Above: Siri functionality is all that separates HomePod from being just another speaker

Image Credit: Jeremy Horwitz/VentureBeat

The nicest thing that can be said about the HomePod version of Siri is that it is very likely to hear and properly parse your requests. Six microphones inside are able to deliver what Apple calls “far-field Siri,” hearing your voice from a room away when you speak at a reasonable volume. I found that responsiveness and accuracy became spotty 10 feet away when music was playing, even if I shouted a command out, but under most conditions — including ones no rival product would even approximate — Siri could hear me.

Unfortunately, Siri on HomePod is plagued with the same issues it faces on other platforms: It misconstrues words, chases a decidedly wrong path rather than taking a moment to confirm intent, and has a very limited range of features. Unlike other Siri platforms, it can’t be used on HomePod to initiate phone or FaceTime Audio calls, and at some point, the exercise of calling out to the HomePod to do simple things like adjusting volume or skipping tracks one at a time becomes fatiguing. I began to feel that I’d made a mistake whenever I placed it far away, such as near a TV, because I wanted the immediacy of direct physical control.*

The lack of a screen or remote control input manifested in different ways. When I first set up HomePod, I deliberately chose an account without Apple Music to see what Siri would do. It began by playing explicit language songs from a source I couldn’t determine — was it streaming from my iPhone? — and it took me a little time to see that it had dug into my iTunes Match library and just started playing random songs.

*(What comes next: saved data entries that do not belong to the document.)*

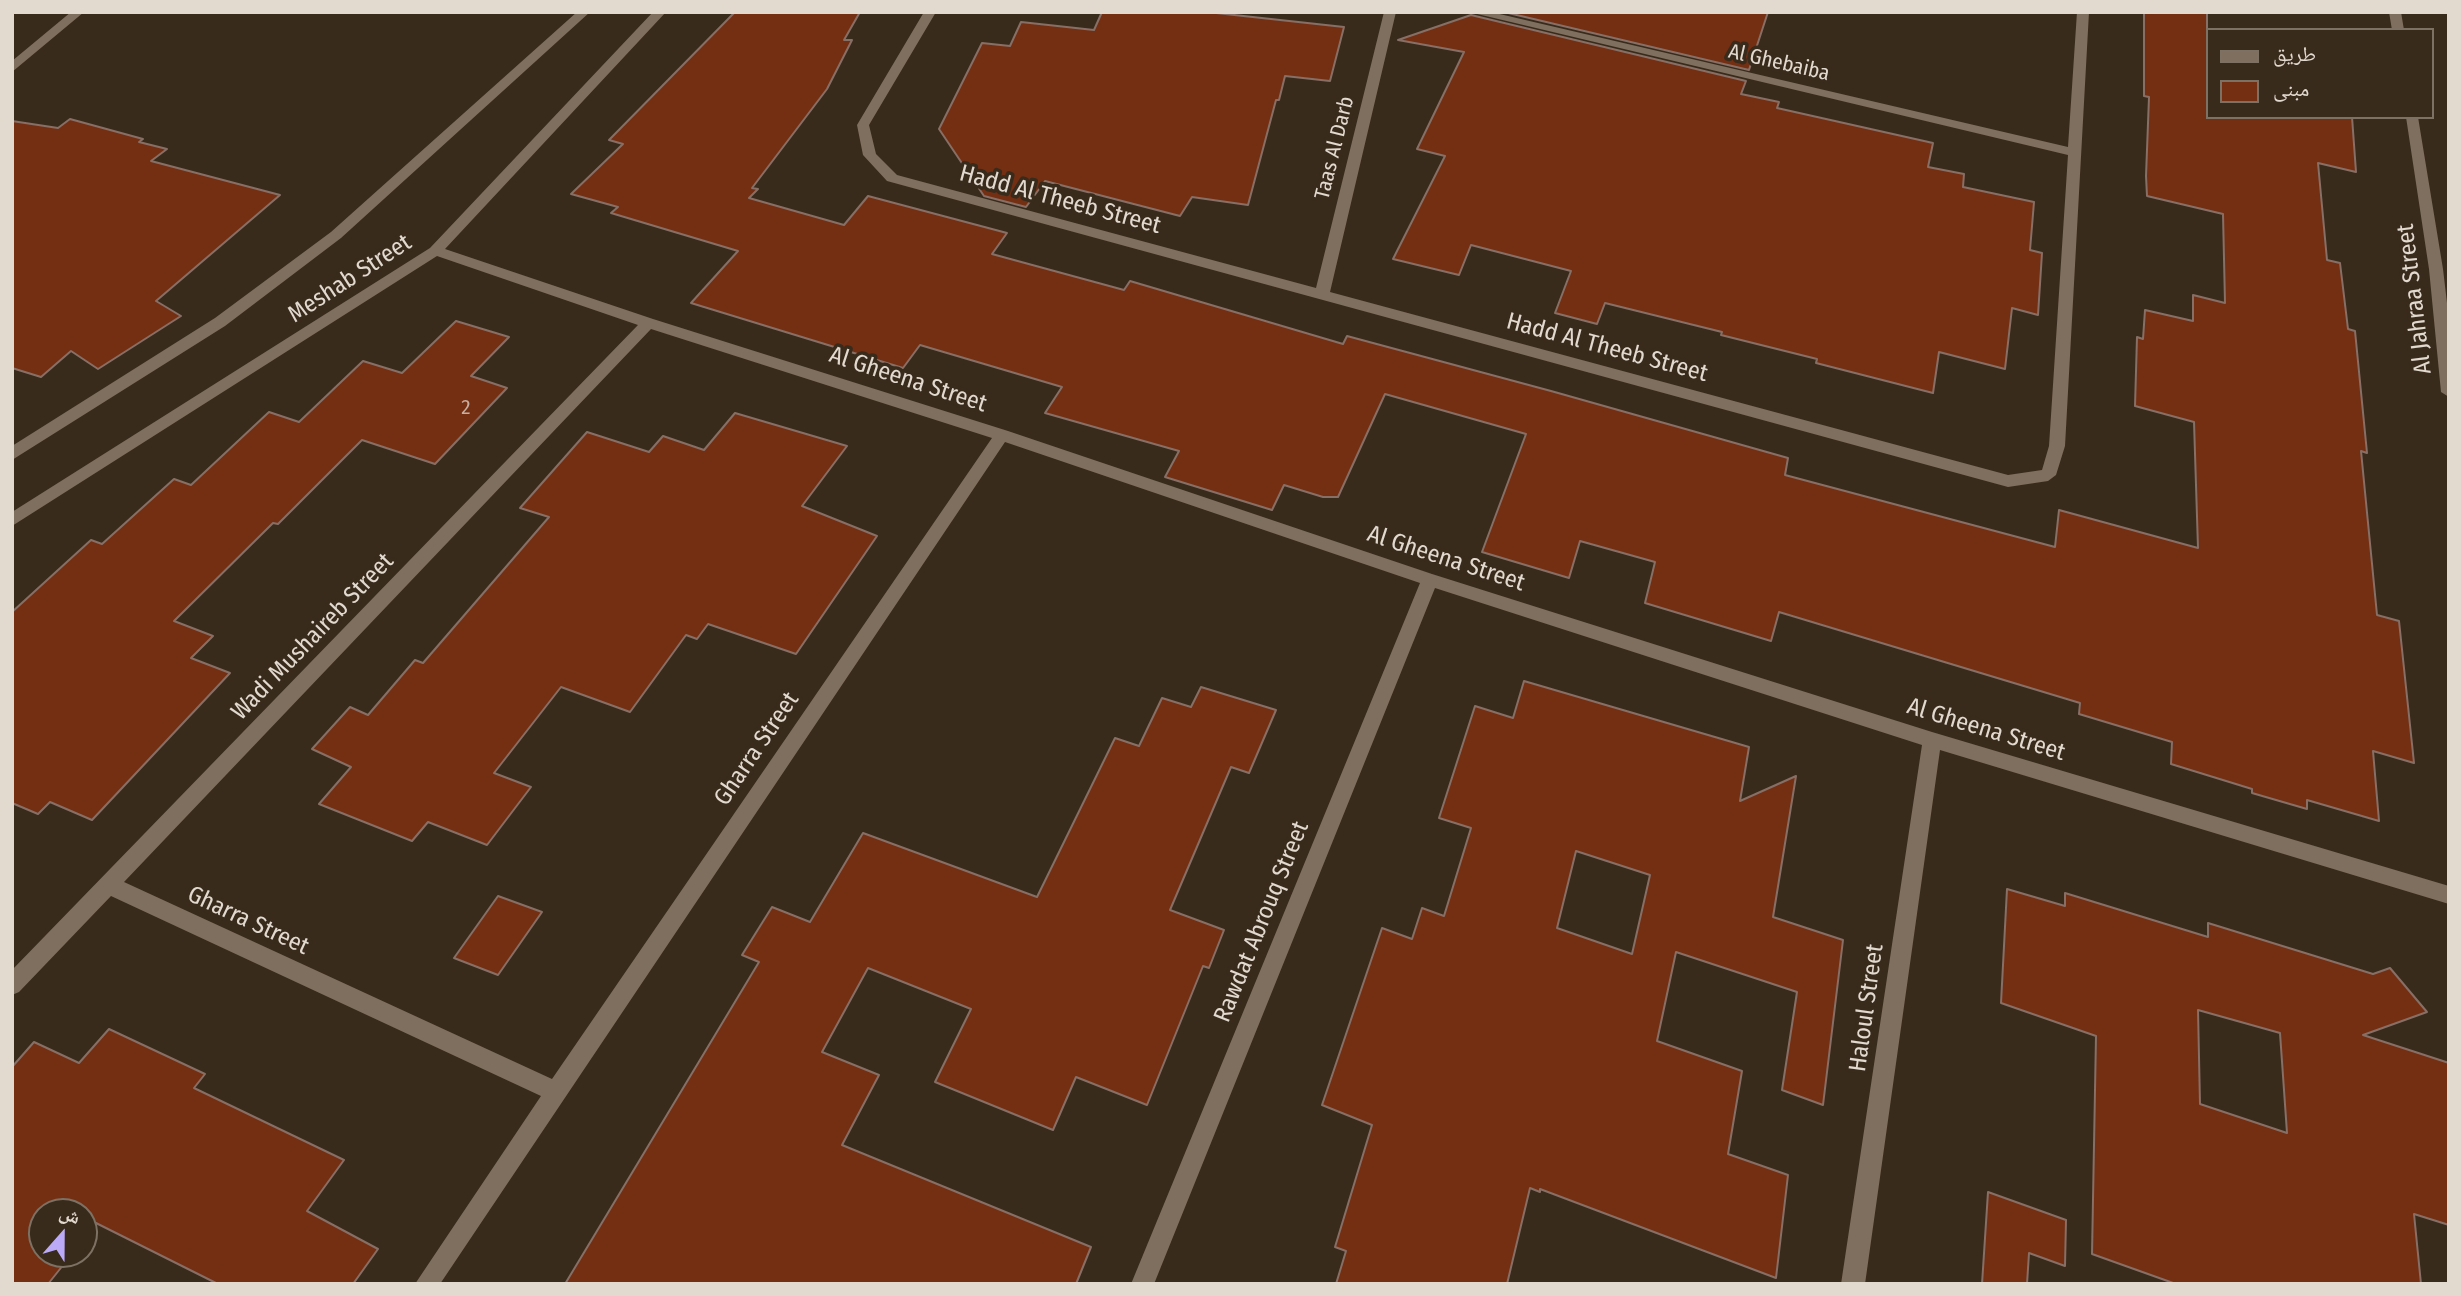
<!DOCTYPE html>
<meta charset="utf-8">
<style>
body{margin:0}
#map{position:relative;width:2461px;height:1296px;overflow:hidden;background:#392b1c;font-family:"Fira Sans Condensed","Noto Naskh Arabic",sans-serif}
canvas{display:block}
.frame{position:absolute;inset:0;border:14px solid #e2d9cf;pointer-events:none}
.legend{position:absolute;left:2206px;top:28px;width:228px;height:91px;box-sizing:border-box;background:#392b1c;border:2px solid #7d7164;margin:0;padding:9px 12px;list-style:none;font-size:21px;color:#e2d9cf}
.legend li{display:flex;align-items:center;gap:14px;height:35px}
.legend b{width:35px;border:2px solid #7d7164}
.north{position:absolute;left:28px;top:1198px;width:70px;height:70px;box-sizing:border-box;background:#392b1c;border:2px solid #7d7164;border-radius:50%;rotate:21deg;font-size:19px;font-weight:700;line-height:28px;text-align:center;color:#e2d9cf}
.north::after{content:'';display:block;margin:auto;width:24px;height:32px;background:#baaaf7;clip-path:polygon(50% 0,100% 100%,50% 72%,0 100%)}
</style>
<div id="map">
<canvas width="2461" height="1296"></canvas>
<div class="frame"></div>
<ul class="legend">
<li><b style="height:9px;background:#7f6f5e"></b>طريق</li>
<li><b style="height:19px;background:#742f13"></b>مبنى</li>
</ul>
<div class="north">ش</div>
</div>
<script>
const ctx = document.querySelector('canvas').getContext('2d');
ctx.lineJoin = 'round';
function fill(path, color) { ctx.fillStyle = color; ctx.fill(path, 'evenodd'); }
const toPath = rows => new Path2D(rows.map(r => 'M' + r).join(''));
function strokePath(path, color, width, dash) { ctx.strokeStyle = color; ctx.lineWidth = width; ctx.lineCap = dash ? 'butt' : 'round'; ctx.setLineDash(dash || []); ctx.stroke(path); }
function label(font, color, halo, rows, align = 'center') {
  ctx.font = font + ' "Fira Sans Condensed",sans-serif'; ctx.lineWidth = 7; ctx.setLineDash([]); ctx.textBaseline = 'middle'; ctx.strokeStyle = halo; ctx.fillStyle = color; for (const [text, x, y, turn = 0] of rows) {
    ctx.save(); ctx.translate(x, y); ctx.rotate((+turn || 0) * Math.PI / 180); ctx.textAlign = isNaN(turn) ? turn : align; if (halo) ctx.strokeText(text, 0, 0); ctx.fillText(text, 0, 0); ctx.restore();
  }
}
const building = toPath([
 [735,12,860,12,844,40,852,40,827,89,752,188,758,189,749,198,844,225,868,196,1007,233,992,254,1124,290,1130,281,1343,344,1347,336,1551,391,1788,458,1785,475,2055,547,2059,510,2198,548,2194,422,2135,406,2137,337,2143,339,2145,310,2193,321,2193,295,2225,303,2223,214,2147,196,2146,176,2149,97,2144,96,2144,12,2207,12,2207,117,2352,117,2356,172,2318,163,2327,260,2340,263,2348,329,2355,331,2367,453,2361,451,2377,615,2399,621,2414,763,2373,751,2379,821,2307,800,2307,809,2252,793,2252,789,2171,764,2172,742,2079,714,2080,703,1779,612,1771,641,1645,603,1655,562,1580,541,1569,578,1482,552,1526,434,1385,394,1338,497,1323,497,1284,485,1272,510,1165,477,1179,451,1045,413,1062,387,920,345,903,368,691,303,738,251,611,213,618,207,571,194,623,144,609,140,735,12],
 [1102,12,1207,12,1344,27,1330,81,1285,76,1279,100,1276,100,1248,205,1192,197,1180,216,1045,181,1026,207,984,196,939,129,982,43,1010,46,1021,22,1094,30,1102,12],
 [1504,12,1768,12,1749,70,1504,12],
 [1471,15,1746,81,1741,94,1779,102,1777,108,1933,143,1928,167,1964,174,1963,187,2034,202,2030,250,2042,253,2038,315,2012,308,2005,369,1939,352,1933,393,1816,363,1817,359,1721,335,1722,332,1605,303,1597,324,1555,313,1571,271,1471,245,1459,275,1393,259,1445,156,1417,149,1464,52,1398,40,1471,15],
 [70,119,143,139,139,142,167,149,151,161,280,195,156,301,181,316,98,369,71,351,41,377,12,368,12,121,58,128,70,119],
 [456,321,509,337,471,376,507,388,435,464,362,440,278,524,273,523,174,621,213,636,191,658,230,673,92,820,50,802,38,814,12,803,12,612,91,540,102,544,174,479,191,485,269,412,299,422,363,361,402,373,456,321],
 [735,413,847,446,802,506,877,536,796,654,708,624,697,639,686,635,630,712,561,687,494,773,531,787,487,845,428,822,412,841,319,804,351,767,312,749,350,707,368,715,415,660,423,663,549,517,520,508,587,432,649,452,663,436,704,450,735,413],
 [1524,681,1749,747,1740,801,1796,776,1773,917,1843,940,1823,1105,1782,1090,1797,992,1676,952,1657,1041,1742,1071,1728,1154,1788,1175,1776,1278,1540,1189,1540,1192,1530,1188,1507,1284,1336,1284,1346,1251,1335,1247,1372,1125,1322,1105,1382,928,1412,939,1422,908,1444,916,1471,828,1439,818,1475,706,1513,718,1524,681],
 [1576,851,1650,875,1632,954,1557,928,1576,851],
 [1201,687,1276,710,1249,773,1231,767,1170,910,1224,930,1209,968,1203,966,1147,1105,1076,1077,1053,1130,935,1082,971,1009,868,968,822,1052,879,1075,842,1145,1091,1247,1076,1284,565,1284,759,962,742,955,772,907,810,922,863,833,1037,897,1115,738,1139,746,1162,698,1191,707,1201,687],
 [2007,889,2065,906,2065,893,2208,937,2208,923,2373,974,2390,968,2427,1012,2363,1035,2449,1063,2449,1225,2414,1214,2421,1284,2176,1284,2092,1254,2096,1036,2001,1003,2007,889],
 [2198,1010,2280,1033,2287,1133,2200,1104,2198,1010],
 [498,896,542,912,498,975,454,958,498,896],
 [109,1029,205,1074,194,1088,344,1160,307,1211,378,1249,353,1284,218,1284,96,1223,84,1239,84,1212,42,1212,42,1254,72,1254,48,1284,12,1284,12,1067,34,1042,79,1063,109,1029],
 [1988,1192,2066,1220,2065,1266,2029,1253,2027,1284,1982,1284,1988,1192]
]);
fill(building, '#742f13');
strokePath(building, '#876f66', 2);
fill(toPath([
 [71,12,84,12,12,72,12,61,71,12],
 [577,12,590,12,341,238,225,326,12,460,12,446,215,318,331,232,577,12],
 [653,12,666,12,445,249,653,319,1008,431,1432,574,1932,732,2449,886,2449,904,1940,750,1865,1284,1841,1284,1922,745,1435,588,1154,1284,1131,1284,1420,583,1005,442,440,1284,415,1284,541,1096,111,896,19,992,12,995,12,970,638,325,437,256,12,526,12,512,430,248,653,12],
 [651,329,992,438,552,1079,124,882,651,329],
 [924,12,936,12,869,125,876,154,897,175,1316,288,1384,12,1396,12,1330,292,2008,475,2042,470,2049,446,2068,155,1469,12,1491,12,2068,147,2077,12,2089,12,2065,446,2056,475,2048,481,2008,487,887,181,863,155,857,125,924,12],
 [2389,12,2401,12,2404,30,2392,30,2389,12],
 [2406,117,2418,117,2443,269,2449,320,2449,397,2441,392,2429,269,2406,117]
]), '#7f6f5e');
label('21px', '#e2d9cf', '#392b1c', [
 ["Al Ghebaiba",1779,63,13],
 ["Taas Al Darb",1335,148,-76]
]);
label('21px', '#c6aea0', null, [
 ["2",466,408]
]);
label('24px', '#e2d9cf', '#392b1c', [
 ["Hadd Al Theeb Street",1060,200,15],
 ["Meshab Street",350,279,-33],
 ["Al Jahraa Street",2415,299,-97],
 ["Hadd Al Theeb Street",1607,348,15],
 ["Al Gheena Street",908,380,18],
 ["Al Gheena Street",1446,559,18],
 ["Wadi Mushaireb Street",313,637,-46],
 ["Al Gheena Street",1986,730,17],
 ["Gharra Street",757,749,-56],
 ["Gharra Street",248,921,25],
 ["Rawdat Abrouq Street",1262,922,-68],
 ["Haloul Street",1867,1008,-82]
]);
</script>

As of now, Apple is touting HomePod as essentially a standalone speaker that has very limited interactions with iOS devices, Macs, and Apple TVs. I’m certain that greater support for other devices will eventually be coming, but for now, their absence is befuddling, and needing to rely on Siri for almost everything makes HomePod feel even worse than the typical “dumb speakers” everyone’s accustomed to using.

Conclusions

Having tested thousands of speakers and headphones over the years, and endured too many “this changes everything” pitches to recount, I can tell pretty quickly when a new piece of audio equipment is truly something special, or just overhyped by its manufacturer. On the other hand, I know that Apple has a way higher ratio of legitimately revolutionary products than its competitors, so I won’t write off such a pitch as easily when it’s coming from Cupertino.

Unfortunately, the HomePod strikes me as a miss, and a fairly big one at that. Despite the “breakthrough” language that accompanied both the HomePod and the iPod Hi-Fi before it, I don’t believe Apple’s speakers are going to revolutionize anything. HomePod is just another speaker, and barely a “smart” one at this point. I don’t find it fun to interact with, and don’t think that the sound is worthy of the $349 asking price; the same dollars can buy two Sonos One speakers with superior overall sound, true stereo, and support for multiple third-party services. The fact that HomePod will see non-trivial software updates won’t fix the hardware it’s missing, and even if Apple adds a true stereo mode, that won’t remedy the need for nearly $700 worth of hardware to achieve it.

I hope that Apple will stay in the smart speaker space and come up with better follow-ups to HomePod, because it’s clear that the company cares about quality audio. Improving Siri and offering a better balance of sonic performance for the price would go a long way towards winning me over to a house full of HomePod sequels.

Updated at 10:54 p.m. Pacific, Feb. 15: Apple has confirmed that HomePod’s rubber base can cause damage to oiled and waxed wood surfaces, in the form of circular white marks. The company suggests that users not place HomePod on such surfaces if they’re concerned about potential marking.